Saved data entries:
________________

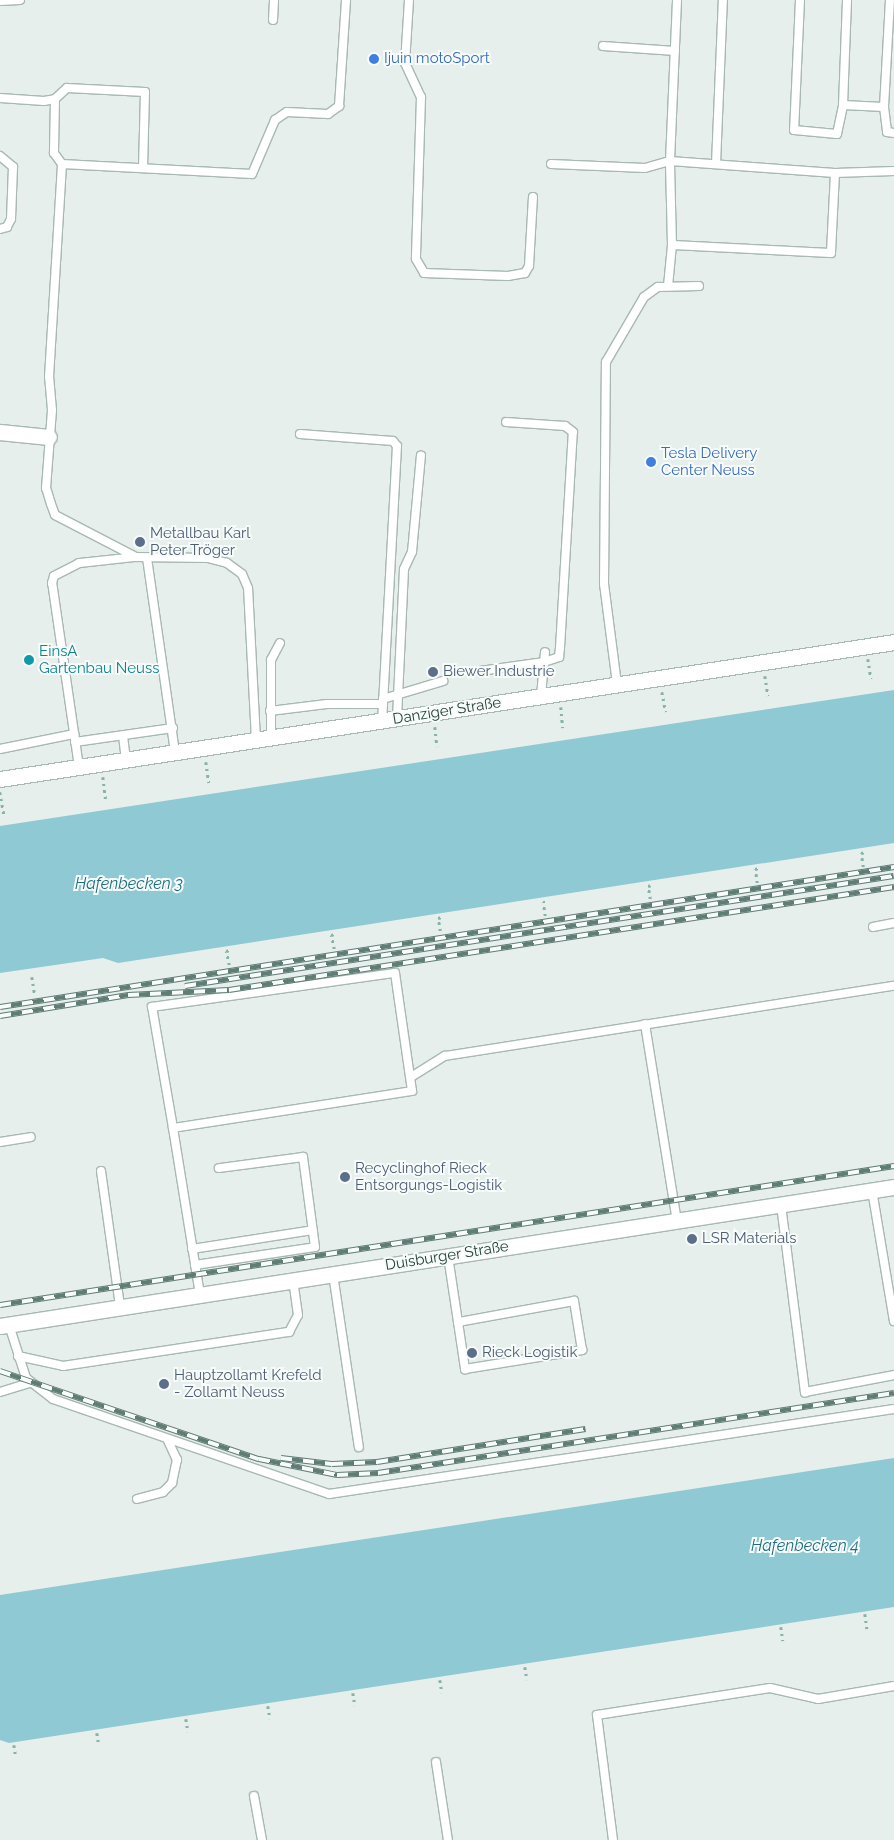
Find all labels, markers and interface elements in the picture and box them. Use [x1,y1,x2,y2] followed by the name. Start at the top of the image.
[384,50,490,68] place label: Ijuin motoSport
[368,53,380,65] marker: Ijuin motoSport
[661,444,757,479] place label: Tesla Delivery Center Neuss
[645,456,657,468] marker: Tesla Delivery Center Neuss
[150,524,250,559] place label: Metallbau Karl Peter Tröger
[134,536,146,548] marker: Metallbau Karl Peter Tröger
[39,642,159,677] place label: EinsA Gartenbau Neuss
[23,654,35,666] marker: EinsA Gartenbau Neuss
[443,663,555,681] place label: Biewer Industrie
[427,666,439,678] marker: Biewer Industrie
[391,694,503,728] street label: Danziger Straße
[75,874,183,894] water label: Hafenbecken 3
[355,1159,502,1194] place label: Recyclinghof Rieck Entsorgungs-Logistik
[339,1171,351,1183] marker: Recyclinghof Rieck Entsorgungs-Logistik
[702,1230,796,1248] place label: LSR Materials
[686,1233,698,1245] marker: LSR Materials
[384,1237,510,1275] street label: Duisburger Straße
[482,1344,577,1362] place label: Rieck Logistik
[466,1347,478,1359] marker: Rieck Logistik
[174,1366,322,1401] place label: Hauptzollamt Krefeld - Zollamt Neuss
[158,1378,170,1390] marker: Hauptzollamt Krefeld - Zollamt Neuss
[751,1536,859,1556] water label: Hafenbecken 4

________________

PROBLEM REQUIREMENTS: Copy each line in the entries above where "street" turns up.

OUTPUT FOR THIS TASK:
[391,694,503,728] street label: Danziger Straße
[384,1237,510,1275] street label: Duisburger Straße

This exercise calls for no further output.